Мария сползла с кровати и, шлепая босыми ногами по половицам, подошла к окну и раздвинула занавески: за окном лежал снег. «Вот почему так светло, — подумала Мария. И спросила у себя самой: — А сколько же сейчас времени?» Чтобы ответить на этот вопрос, она вытащила из модной когда-то дамской сумочки, выделанной под крокодиловую кожу, мужнины карманные часы, щелкнула крышкой и, вернувшись к окну, вгляделась в циферблат: часы показывали начало пятого. Еще рано. Еще час можно поспать, а уж потом вставать, готовить завтрак.
Убирая часы в сумку, Мария ощутила пальцами гравированную надпись на крышке и вспомнила, как гордился ее Василий и этими часами, и этой надписью: «Лучшему рационализатору Металлического завода имени товарища Сталина, победителю в социалистическом соревновании за досрочное выполнение личного промфинплана». И подписи: «Дирекция, партком, профком и комитет ВЛКСМ». И дата: «7 ноября 1940 г.» Он отдал ей часы на вокзале, обнимая ее, может быть, в последний раз. «Если сможешь, сохрани. Если станет трудно, продай», — вот что сказал он ей на прощанье.

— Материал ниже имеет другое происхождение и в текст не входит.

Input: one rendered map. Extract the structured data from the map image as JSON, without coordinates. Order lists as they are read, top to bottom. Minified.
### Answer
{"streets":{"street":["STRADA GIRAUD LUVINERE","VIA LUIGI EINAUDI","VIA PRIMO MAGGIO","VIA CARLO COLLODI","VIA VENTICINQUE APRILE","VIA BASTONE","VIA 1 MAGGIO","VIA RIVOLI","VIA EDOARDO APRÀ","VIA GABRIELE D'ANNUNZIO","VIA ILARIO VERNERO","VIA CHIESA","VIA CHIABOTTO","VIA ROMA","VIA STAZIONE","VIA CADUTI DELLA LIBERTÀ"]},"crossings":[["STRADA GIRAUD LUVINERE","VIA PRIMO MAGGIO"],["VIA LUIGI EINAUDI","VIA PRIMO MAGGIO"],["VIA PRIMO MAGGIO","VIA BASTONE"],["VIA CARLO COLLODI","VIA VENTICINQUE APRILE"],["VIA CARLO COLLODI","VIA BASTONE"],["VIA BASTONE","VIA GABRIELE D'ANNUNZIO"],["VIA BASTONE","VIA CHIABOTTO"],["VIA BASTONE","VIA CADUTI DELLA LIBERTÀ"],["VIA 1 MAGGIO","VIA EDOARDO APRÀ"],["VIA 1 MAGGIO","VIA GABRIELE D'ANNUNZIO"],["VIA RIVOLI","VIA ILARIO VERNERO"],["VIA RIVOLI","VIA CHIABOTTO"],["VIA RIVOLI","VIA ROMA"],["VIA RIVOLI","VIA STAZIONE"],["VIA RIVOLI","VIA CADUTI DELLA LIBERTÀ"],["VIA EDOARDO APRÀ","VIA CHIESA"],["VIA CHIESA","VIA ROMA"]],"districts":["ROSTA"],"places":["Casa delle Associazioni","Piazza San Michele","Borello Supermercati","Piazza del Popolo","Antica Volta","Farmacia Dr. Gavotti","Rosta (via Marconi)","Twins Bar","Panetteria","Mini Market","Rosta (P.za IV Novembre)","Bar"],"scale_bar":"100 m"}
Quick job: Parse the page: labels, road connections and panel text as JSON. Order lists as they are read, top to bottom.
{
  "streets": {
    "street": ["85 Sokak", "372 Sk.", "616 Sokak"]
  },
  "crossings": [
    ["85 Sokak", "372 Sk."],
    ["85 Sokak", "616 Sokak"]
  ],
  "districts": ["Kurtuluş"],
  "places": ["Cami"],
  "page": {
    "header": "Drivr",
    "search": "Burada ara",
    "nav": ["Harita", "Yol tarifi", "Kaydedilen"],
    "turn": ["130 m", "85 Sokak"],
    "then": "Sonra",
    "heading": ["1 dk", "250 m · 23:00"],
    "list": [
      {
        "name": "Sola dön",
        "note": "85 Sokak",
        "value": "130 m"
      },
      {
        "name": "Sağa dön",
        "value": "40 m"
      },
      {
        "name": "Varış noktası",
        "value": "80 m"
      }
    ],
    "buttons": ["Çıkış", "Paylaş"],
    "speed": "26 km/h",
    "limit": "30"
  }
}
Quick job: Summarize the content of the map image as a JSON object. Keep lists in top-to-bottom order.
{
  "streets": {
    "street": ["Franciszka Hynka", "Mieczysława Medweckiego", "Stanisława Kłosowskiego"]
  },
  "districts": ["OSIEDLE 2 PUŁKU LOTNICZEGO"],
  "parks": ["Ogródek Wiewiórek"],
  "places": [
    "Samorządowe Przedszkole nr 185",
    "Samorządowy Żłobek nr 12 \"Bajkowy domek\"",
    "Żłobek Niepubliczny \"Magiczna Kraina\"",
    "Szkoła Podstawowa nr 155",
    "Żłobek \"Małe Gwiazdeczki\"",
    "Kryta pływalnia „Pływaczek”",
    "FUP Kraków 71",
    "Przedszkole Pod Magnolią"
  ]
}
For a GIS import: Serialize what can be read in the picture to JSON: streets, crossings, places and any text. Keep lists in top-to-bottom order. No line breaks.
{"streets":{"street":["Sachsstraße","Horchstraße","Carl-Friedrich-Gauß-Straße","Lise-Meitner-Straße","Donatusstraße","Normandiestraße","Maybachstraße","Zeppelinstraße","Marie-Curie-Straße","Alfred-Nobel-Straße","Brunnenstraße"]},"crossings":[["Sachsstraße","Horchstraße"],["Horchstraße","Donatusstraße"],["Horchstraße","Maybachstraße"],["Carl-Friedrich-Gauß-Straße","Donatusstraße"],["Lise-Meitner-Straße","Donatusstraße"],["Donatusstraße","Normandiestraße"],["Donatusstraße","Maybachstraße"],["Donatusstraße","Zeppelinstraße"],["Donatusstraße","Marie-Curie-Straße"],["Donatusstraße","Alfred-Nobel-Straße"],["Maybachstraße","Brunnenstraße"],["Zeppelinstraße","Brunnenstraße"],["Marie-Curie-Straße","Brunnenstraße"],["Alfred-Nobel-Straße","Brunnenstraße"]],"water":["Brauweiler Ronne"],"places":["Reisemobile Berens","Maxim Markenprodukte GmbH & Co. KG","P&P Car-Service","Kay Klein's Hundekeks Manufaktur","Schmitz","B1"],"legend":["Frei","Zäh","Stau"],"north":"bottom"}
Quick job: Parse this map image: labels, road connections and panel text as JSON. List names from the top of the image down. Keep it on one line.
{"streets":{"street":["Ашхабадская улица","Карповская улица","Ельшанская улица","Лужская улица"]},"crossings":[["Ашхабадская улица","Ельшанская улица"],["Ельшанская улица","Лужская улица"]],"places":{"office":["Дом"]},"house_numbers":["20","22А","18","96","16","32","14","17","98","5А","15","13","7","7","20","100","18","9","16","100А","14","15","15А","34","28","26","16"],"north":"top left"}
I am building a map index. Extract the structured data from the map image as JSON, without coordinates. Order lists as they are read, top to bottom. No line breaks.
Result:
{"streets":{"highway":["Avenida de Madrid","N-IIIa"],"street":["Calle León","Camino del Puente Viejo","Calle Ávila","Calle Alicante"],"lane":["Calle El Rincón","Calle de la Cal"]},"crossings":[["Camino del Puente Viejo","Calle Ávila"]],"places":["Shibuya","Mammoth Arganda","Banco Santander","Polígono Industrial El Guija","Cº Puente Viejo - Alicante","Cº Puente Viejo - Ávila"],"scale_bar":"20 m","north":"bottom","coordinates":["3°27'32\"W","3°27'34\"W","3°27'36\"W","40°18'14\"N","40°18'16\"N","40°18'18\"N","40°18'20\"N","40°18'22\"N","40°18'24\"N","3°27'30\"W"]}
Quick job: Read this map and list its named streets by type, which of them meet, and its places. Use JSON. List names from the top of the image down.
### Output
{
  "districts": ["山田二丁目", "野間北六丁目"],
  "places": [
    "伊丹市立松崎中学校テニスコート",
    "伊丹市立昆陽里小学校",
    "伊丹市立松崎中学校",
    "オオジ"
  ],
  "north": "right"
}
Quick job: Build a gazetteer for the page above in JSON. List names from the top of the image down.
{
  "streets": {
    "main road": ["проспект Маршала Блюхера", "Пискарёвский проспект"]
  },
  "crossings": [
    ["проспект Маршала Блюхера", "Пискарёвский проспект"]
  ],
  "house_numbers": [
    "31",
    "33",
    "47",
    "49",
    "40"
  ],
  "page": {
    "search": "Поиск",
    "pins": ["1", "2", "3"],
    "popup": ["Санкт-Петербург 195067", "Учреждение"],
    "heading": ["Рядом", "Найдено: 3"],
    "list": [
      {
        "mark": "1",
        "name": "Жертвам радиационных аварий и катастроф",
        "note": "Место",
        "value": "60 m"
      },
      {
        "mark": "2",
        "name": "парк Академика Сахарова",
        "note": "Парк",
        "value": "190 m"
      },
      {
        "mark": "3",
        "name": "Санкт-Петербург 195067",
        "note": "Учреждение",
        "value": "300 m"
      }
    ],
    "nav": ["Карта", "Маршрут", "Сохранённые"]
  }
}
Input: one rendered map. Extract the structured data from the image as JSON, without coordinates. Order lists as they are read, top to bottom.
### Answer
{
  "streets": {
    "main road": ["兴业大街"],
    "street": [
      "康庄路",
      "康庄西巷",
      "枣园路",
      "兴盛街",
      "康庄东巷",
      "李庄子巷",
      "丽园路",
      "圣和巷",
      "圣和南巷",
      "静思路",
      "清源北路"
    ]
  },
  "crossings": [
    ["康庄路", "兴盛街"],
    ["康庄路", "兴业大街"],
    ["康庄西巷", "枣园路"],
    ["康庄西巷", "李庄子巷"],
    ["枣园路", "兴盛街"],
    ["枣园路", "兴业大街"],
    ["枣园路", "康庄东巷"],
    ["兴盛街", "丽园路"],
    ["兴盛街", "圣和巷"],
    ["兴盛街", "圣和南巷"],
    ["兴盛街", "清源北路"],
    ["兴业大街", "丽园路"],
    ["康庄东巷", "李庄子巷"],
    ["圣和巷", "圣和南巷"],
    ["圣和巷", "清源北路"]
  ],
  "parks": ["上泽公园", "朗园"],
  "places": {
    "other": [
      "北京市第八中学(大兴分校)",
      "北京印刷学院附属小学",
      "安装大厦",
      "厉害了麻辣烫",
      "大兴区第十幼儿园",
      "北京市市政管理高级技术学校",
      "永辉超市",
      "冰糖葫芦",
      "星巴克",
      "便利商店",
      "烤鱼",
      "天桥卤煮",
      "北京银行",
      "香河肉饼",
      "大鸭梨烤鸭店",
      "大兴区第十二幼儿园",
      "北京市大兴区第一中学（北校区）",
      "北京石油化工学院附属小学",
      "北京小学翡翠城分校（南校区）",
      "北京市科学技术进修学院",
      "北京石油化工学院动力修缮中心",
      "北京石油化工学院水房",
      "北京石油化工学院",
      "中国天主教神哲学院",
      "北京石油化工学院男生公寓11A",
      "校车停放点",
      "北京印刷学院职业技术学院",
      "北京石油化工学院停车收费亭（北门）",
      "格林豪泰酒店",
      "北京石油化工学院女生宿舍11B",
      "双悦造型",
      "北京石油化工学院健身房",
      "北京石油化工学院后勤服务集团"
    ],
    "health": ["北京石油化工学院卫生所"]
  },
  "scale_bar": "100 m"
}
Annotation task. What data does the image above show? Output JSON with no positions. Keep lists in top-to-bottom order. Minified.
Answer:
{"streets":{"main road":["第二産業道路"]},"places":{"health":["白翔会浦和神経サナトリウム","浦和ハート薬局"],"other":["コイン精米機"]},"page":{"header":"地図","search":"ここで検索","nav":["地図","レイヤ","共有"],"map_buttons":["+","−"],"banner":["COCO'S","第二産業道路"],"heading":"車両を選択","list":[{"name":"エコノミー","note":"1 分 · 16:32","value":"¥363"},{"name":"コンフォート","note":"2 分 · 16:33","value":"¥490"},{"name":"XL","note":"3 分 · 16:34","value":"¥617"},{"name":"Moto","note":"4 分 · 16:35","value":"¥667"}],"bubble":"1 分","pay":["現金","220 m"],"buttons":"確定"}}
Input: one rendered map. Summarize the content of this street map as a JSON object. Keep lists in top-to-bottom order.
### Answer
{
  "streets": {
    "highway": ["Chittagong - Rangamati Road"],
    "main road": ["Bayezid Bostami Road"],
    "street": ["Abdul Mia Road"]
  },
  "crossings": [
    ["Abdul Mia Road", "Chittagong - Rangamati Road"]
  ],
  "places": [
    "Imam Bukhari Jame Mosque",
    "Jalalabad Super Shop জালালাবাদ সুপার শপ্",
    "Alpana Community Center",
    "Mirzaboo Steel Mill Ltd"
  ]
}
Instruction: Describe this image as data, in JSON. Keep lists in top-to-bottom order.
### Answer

Мария, слизнув слезу, докатившуюся до краешка губ, пошлепала назад, в постель. Забравшись под лоскутное одеяло и наброшенную сверху баранью доху, проверила, не оголилась ли где Людмилка, подоткнула под нее одеяло, свернулась в комочек и попыталась заснуть. Однако сон не шел. И она в который уж раз пожалела, что согласилась ехать в деревню, поддавшись уговорам Ленки Земляковой, уверенной, что в деревне выжить проще, чем в городе. Особенно с детьми. И вот они в деревне, живут вшестером в просторной горнице, русская печь, большой стол из сосновых досок, лавки, две широкие деревянные кровати, соломенные матрасы, женщины спят на кроватях, дети на печи и полатях, работы нет, продукты поначалу выменивали, в основном на иголки и нитки, а потом, когда за них стали давать все меньше и меньше, менять перестали… Хорошо еще — хозяева, к которым их поселили, оказались людьми совестливыми и понятливыми: и картошки выделили им из своих запасов, и муки, и молока детям дают от своей коровы, но много дать они не могут, потому что надо сдавать налоги и за корову, и за свиней, и за овец — за все, за все. Как и на ее, Марииной, родине в Мышлятино. Да и стыдно брать за так, ничего не давая взамен. Делила Мария на четверых детей литр молока, каравай хлеба да несколько вареных картофелин. Правда, через неделю колхоз стал выдавать на детей кое-какие продукты, но ими до сыта все равно не накормишь, а так — лишь бы с голоду не помереть. Да и откуда колхозу взять? — почти все отдает государству, чтобы сыта была хотя бы Красная армия, потому что голодная армия воевать не сможет.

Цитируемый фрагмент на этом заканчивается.